Annual Scientific Meeting
Introduction: Despite availability of highly effective therapies for chronic hepatitis C virus (HCV), sub-optimal linkage to care (LTC) after HCV diagnosis remains a major barrier to achieving eradication. We aim to identify sex- and ethnicity-specific disparities in HCV LTC among an ethnically diverse safety-net population.
Methods: We retrospectively evaluated all adults who underwent HCV antibody (Ab) testing at a single-center safety-net hospital from 2014 to 2018. Among adults with positive HCV Ab, we evaluated overall rates and trends in proportion of patients with positive HCV RNA. Rates of chronic HCV infection were compared by sex and race/ethnicity using chi-squared methods. Among patients with confirmed chronic HCV infection, we evaluated overall rates and trends in successful LTC (defined as successful completion of first medical encounter with a HCV provider following diagnosis). Comparisons of successful LTC between groups were evaluated with chi-squared testing and adjusted multivariate logistic regression models.

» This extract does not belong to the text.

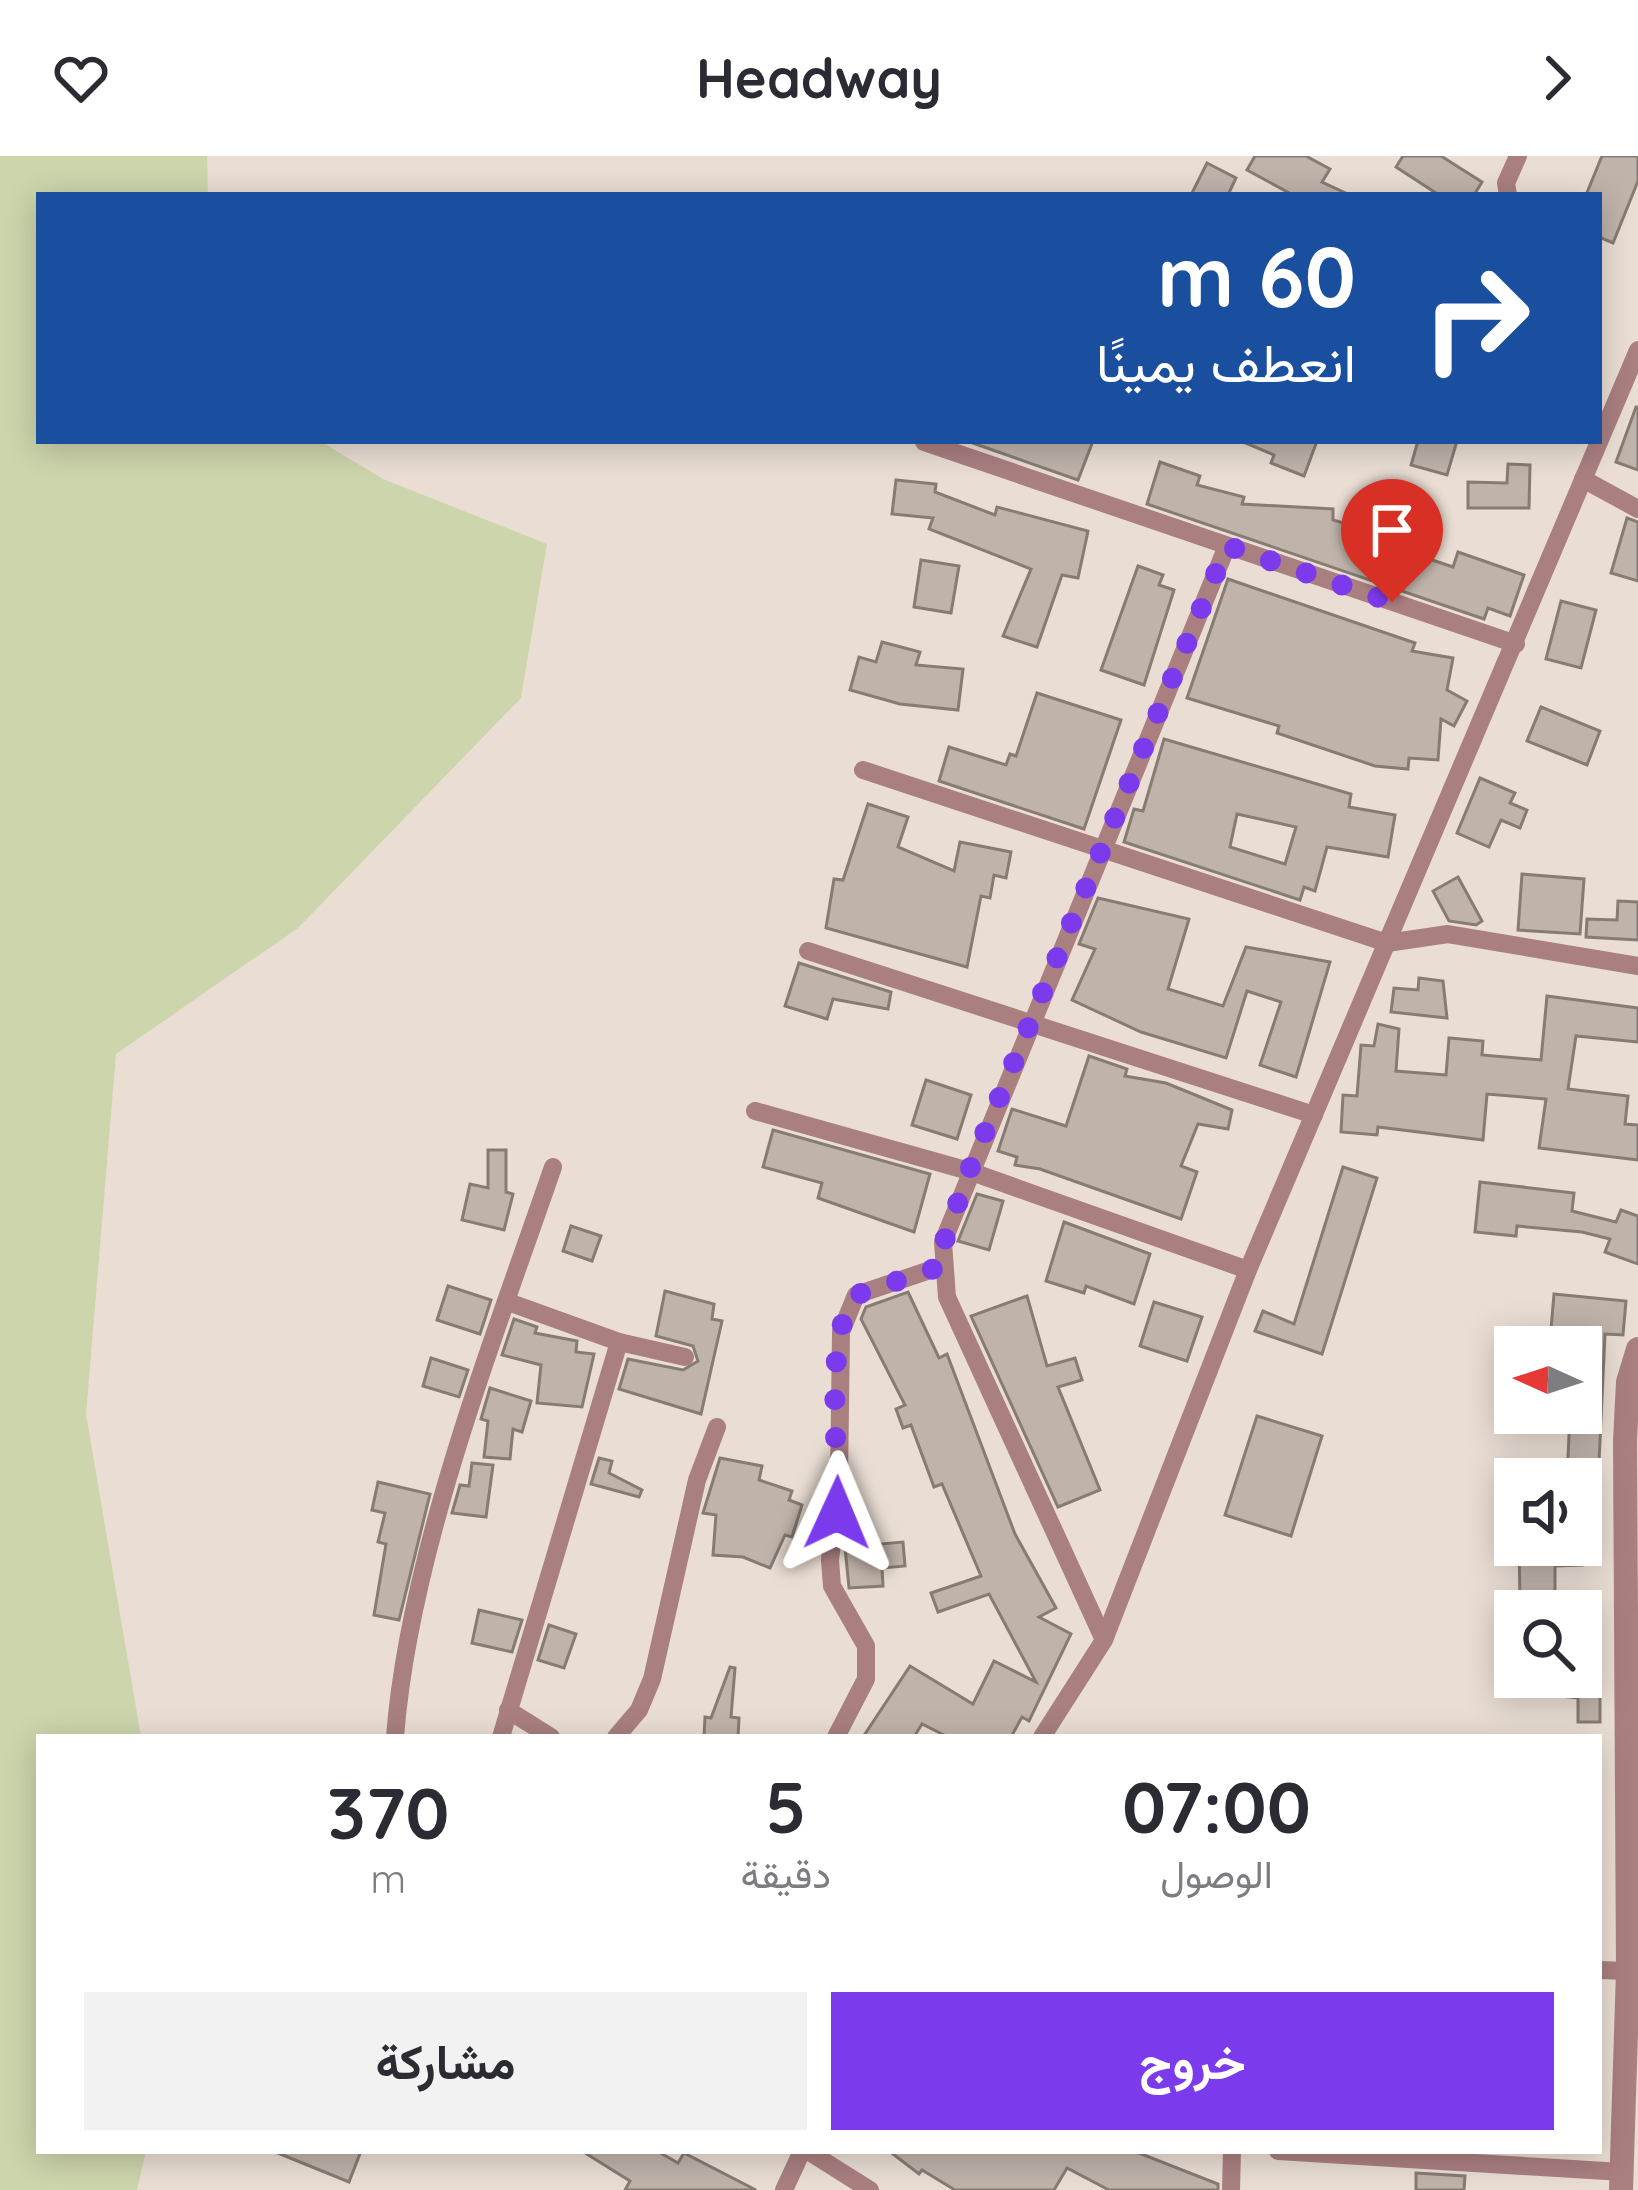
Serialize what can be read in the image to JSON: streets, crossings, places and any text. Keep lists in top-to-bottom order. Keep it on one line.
{"north":"left","page":{"header":"Headway","turn":["60 m","انعطف يمينًا"],"eta":["07:00","الوصول","5","دقيقة","370","m"],"buttons":["خروج","مشاركة"]}}
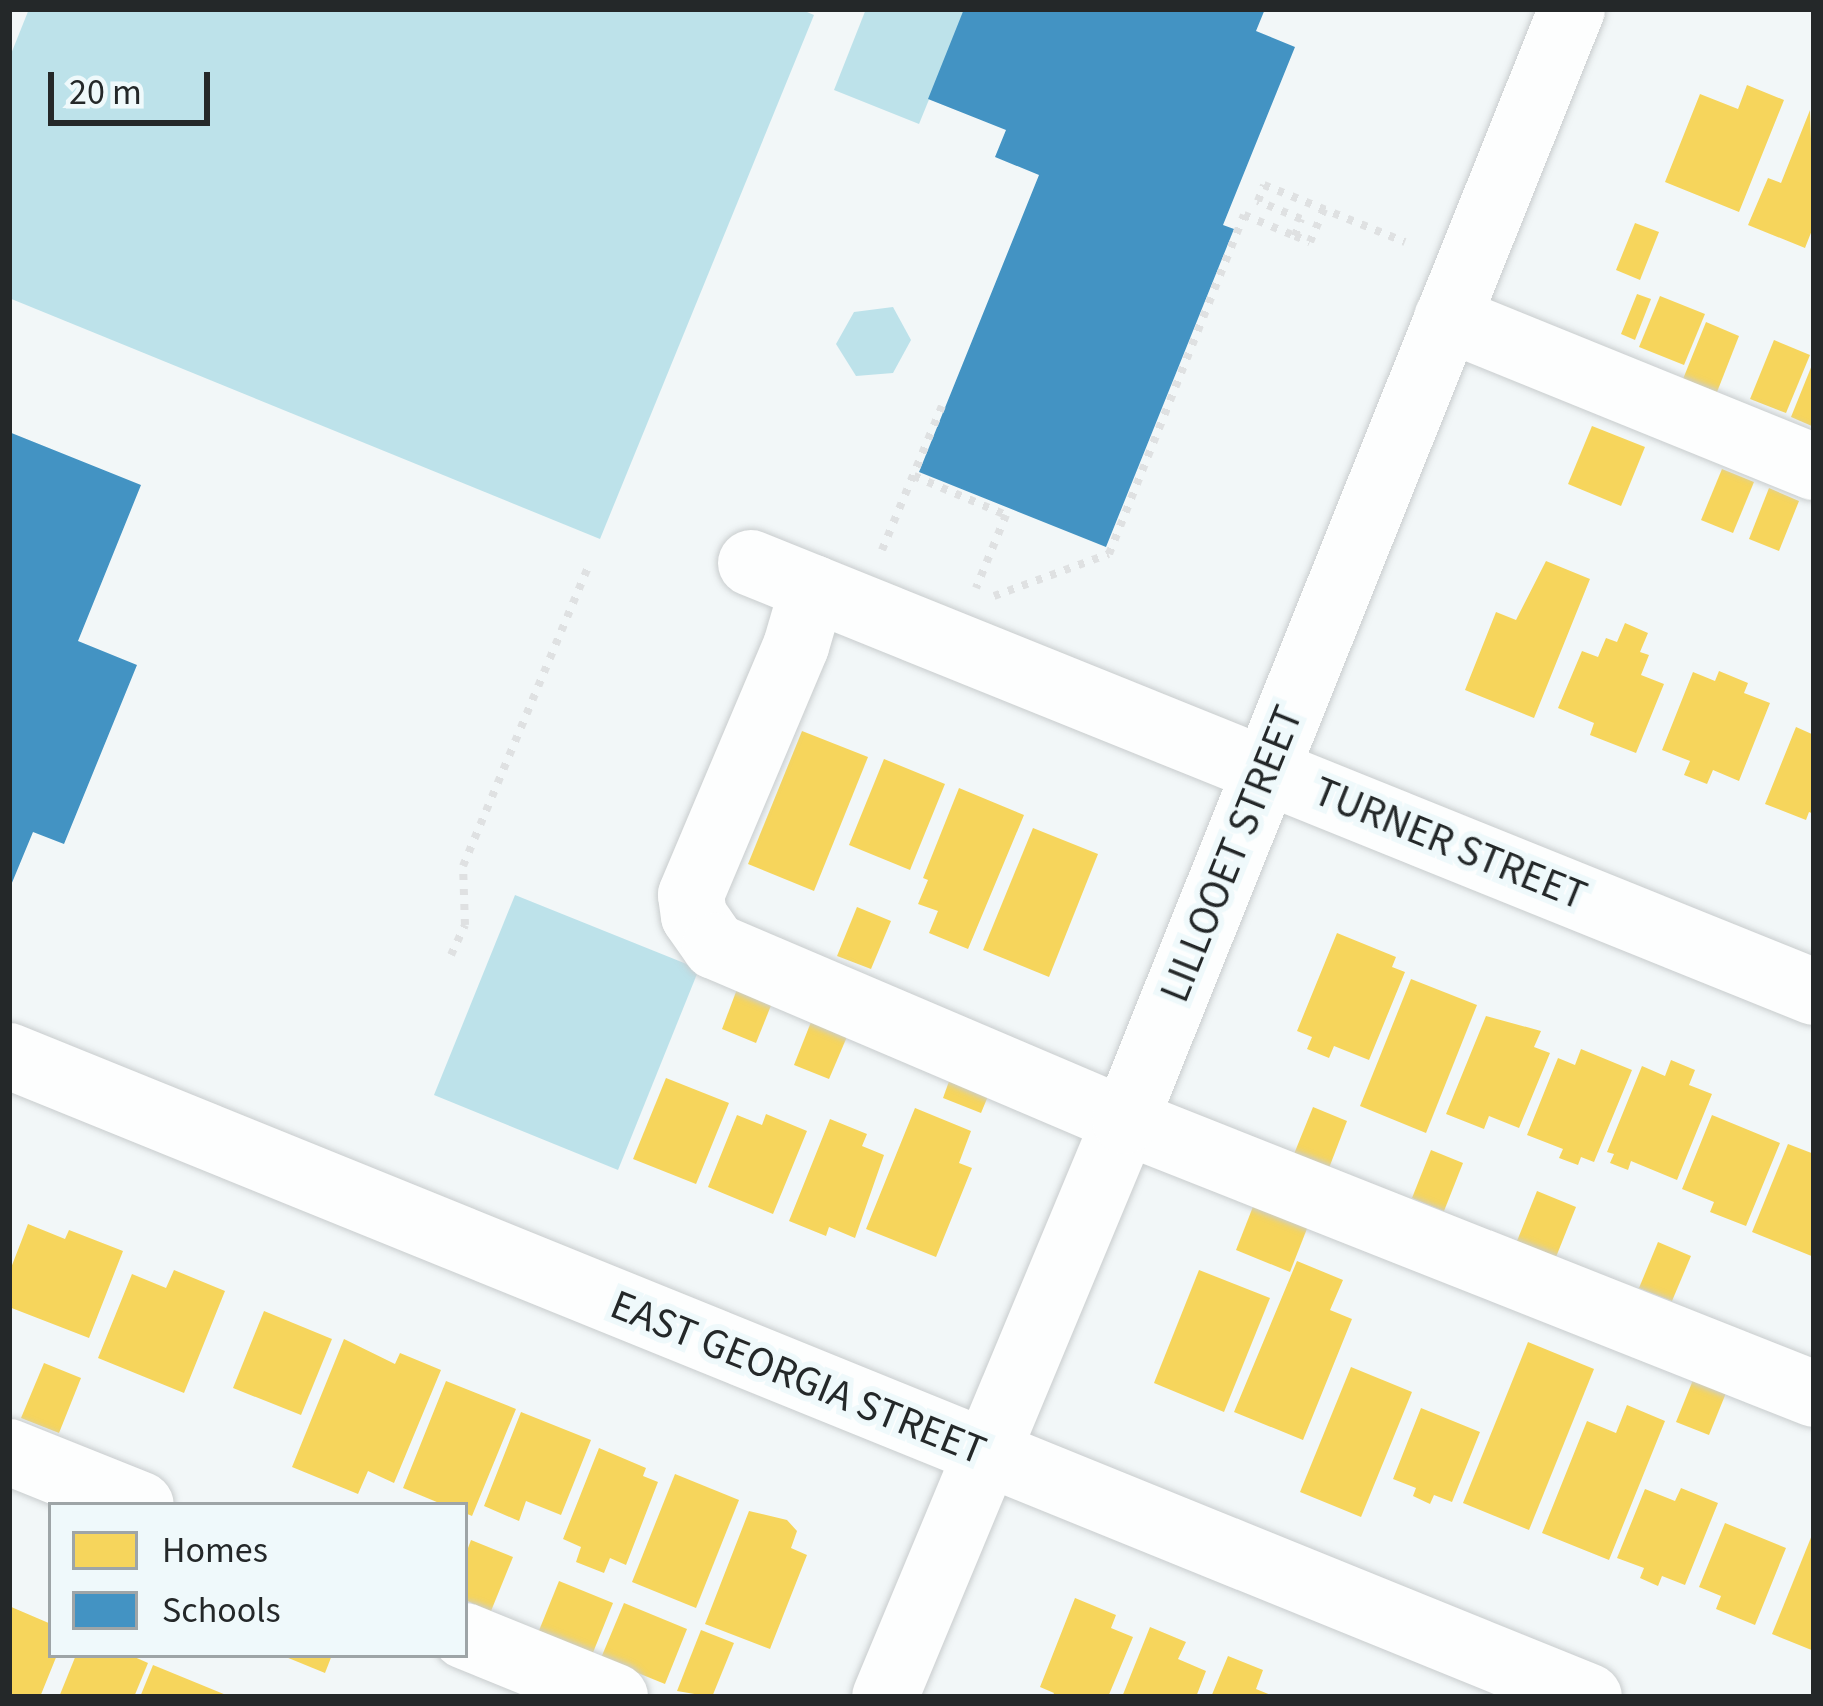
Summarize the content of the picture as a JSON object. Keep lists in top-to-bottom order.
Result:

Results: From 2014 to 2018, 54,173 HCV Ab tests were performed, among which 7.03% were HCV Ab positive. Among patients with HCV Ab positive, prevalence of positive HCV RNA was 52.5%. From 2014 to 2018, proportion of HCV Ab positive patients with positive HCV RNA declined from 74.3% in 2014 to 44.2% in 2018. The prevalence of HCV RNA positive among HCV Ab positive patients was significantly higher in men compared to women (58.0% vs. 43.7%, p< 0.001), significantly higher in African Americans compared to whites (58.8% vs. 52.7%, p< 0.001), and significantly lower in Asians compared to whites (30.4% vs. 52.7%, p< 0.001). Overall LTC among patients with confirmed chronic HCV infection was 33.2%. Women with chronic HCV had significantly higher LTC compared to men (38.3% vs. 30.6%, p< 0.04). Compared to whites with chronic HCV, significantly higher LTC rates were observed for African Americans (33.3% vs. 27.4%, P< 0.01) and Asians (66.7% vs. 27.4%, p< 0.01). On multivariate regression, there was a trend towards lower LTC rates among men compared to women (OR 0.73, 95% CI 0.52-1.02, p=0.06). Asians were significantly more likely to achieve successful LTC compared to whites (OR 3.80, 95% CI 1.40-10.32, p< 0.01).
Discussion: Among safety-net populations with HCV, sex-specific and ethnicity-specific disparities in successful LTC were observed. Successful LTC following HCV diagnosis was highest among women, African Americans, and Asians.